-- Exercise objective --
Below are the records; copy each line in which "background" can be found.

-- Input data --
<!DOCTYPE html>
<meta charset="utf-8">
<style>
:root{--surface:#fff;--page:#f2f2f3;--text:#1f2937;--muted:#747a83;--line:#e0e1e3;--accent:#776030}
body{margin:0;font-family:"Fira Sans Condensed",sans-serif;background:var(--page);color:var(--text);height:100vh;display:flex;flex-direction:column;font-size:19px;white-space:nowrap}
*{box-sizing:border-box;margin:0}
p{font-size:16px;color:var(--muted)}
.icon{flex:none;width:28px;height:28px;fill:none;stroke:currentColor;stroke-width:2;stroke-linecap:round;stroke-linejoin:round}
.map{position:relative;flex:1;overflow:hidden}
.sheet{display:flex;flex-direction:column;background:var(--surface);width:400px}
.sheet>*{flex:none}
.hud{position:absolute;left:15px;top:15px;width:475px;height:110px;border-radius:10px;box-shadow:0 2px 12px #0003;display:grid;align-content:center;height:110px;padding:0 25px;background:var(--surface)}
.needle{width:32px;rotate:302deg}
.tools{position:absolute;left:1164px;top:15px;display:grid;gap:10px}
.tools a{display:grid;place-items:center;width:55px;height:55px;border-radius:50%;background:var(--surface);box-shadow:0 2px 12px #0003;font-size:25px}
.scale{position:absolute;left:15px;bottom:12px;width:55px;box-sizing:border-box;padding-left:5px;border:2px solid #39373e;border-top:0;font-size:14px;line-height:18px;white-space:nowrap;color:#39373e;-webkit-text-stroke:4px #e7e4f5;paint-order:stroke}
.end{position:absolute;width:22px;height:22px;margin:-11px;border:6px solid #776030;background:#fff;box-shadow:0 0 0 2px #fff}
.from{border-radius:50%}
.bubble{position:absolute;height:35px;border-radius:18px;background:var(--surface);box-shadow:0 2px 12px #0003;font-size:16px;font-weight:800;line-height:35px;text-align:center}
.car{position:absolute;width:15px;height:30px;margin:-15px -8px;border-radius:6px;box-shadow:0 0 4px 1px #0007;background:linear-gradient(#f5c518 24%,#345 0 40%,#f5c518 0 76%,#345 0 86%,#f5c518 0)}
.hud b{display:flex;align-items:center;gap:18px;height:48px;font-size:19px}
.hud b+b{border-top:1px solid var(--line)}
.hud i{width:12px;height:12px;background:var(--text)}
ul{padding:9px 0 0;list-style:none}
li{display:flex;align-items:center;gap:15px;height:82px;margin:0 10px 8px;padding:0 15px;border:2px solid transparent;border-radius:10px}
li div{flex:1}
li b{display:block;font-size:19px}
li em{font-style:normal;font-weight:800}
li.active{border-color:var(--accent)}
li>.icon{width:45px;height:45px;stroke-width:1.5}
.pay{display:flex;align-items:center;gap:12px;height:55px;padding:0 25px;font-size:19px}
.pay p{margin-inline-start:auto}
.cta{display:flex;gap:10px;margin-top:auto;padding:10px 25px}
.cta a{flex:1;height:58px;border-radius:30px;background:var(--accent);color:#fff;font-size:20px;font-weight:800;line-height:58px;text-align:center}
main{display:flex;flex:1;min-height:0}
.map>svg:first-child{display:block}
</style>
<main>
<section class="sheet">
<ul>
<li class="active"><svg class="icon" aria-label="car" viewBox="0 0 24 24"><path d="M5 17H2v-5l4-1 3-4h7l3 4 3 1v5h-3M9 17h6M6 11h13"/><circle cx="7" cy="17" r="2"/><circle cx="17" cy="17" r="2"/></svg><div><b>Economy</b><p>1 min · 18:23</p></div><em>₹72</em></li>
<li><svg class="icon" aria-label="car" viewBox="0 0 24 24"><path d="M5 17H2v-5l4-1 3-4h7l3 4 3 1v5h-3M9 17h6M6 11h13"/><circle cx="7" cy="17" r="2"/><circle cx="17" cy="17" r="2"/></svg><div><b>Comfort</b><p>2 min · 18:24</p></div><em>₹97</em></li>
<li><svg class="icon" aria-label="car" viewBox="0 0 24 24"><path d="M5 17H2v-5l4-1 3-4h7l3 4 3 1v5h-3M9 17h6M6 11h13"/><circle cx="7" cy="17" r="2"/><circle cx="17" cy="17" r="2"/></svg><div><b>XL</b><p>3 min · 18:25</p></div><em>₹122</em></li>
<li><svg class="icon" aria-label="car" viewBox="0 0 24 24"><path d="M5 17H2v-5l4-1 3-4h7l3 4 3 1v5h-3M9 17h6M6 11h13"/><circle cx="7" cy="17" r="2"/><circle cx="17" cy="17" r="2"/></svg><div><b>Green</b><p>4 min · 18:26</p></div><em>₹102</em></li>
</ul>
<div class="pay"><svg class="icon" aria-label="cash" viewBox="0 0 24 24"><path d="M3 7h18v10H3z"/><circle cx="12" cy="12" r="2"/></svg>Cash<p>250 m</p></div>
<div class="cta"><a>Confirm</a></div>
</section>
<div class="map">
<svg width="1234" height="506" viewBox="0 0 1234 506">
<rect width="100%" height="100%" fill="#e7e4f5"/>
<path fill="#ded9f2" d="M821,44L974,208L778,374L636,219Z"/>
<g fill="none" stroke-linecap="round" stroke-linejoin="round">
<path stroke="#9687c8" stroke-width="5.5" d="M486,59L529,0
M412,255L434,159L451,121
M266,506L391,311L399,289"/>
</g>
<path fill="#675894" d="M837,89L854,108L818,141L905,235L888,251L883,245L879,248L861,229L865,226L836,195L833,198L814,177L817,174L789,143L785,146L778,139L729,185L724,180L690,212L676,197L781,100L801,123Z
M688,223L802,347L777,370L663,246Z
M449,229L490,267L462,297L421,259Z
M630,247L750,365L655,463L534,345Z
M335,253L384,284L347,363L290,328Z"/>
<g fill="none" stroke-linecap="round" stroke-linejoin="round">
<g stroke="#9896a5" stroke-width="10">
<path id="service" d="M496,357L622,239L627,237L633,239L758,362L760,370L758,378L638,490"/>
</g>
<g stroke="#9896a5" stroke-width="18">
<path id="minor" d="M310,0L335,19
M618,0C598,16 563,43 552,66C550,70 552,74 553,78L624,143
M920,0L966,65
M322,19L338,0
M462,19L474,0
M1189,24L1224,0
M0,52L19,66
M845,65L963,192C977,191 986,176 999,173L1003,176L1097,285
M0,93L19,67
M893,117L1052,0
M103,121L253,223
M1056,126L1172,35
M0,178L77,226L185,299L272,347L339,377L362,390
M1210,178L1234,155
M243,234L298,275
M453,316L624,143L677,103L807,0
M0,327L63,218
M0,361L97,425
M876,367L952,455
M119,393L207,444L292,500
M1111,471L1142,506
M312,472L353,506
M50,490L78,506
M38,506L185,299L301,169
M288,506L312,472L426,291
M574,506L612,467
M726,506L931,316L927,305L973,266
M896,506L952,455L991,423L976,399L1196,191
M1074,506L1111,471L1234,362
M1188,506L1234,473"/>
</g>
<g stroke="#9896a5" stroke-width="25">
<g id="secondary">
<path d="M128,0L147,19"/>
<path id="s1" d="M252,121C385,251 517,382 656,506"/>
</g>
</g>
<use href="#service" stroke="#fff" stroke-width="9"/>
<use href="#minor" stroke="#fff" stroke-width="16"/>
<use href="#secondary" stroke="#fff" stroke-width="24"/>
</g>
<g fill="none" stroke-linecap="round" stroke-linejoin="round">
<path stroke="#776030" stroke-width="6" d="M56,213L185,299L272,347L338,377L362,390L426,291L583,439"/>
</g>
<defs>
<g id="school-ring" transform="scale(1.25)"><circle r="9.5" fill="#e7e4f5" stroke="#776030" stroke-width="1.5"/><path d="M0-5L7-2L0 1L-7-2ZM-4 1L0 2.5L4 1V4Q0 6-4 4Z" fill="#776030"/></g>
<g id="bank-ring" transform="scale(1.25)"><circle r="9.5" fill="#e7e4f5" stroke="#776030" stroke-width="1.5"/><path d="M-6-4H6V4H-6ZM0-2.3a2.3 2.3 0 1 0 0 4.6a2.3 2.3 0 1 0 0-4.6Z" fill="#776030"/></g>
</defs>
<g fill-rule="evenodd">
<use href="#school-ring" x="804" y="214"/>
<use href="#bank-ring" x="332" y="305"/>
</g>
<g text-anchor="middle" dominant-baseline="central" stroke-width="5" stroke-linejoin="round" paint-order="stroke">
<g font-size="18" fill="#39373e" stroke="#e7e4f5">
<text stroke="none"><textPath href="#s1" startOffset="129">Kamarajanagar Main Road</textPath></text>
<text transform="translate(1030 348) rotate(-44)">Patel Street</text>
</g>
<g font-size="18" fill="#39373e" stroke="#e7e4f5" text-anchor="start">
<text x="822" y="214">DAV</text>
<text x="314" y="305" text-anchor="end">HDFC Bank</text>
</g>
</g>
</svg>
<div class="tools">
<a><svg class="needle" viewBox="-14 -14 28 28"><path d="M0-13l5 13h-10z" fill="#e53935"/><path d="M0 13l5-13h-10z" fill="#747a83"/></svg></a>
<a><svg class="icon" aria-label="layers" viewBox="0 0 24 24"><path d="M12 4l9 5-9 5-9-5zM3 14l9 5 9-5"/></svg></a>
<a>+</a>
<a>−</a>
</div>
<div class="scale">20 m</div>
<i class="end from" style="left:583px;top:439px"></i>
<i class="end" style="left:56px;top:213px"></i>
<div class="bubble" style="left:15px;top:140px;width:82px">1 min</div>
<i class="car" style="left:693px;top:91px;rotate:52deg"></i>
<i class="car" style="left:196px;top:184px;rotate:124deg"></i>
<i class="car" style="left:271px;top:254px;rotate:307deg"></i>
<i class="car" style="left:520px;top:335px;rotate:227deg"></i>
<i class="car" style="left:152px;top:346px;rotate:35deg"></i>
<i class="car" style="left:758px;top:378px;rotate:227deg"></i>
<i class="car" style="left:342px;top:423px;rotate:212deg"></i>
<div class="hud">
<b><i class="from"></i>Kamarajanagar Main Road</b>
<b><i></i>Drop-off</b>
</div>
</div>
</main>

-- Output for this exercise --
body{margin:0;font-family:"Fira Sans Condensed",sans-serif;background:var(--page);color:var(--text);height:100vh;display:flex;flex-direction:column;font-size:19px;white-space:nowrap}
.sheet{display:flex;flex-direction:column;background:var(--surface);width:400px}
.hud{position:absolute;left:15px;top:15px;width:475px;height:110px;border-radius:10px;box-shadow:0 2px 12px #0003;display:grid;align-content:center;height:110px;padding:0 25px;background:var(--surface)}
.tools a{display:grid;place-items:center;width:55px;height:55px;border-radius:50%;background:var(--surface);box-shadow:0 2px 12px #0003;font-size:25px}
.end{position:absolute;width:22px;height:22px;margin:-11px;border:6px solid #776030;background:#fff;box-shadow:0 0 0 2px #fff}
.bubble{position:absolute;height:35px;border-radius:18px;background:var(--surface);box-shadow:0 2px 12px #0003;font-size:16px;font-weight:800;line-height:35px;text-align:center}
.car{position:absolute;width:15px;height:30px;margin:-15px -8px;border-radius:6px;box-shadow:0 0 4px 1px #0007;background:linear-gradient(#f5c518 24%,#345 0 40%,#f5c518 0 76%,#345 0 86%,#f5c518 0)}
.hud i{width:12px;height:12px;background:var(--text)}
.cta a{flex:1;height:58px;border-radius:30px;background:var(--accent);color:#fff;font-size:20px;font-weight:800;line-height:58px;text-align:center}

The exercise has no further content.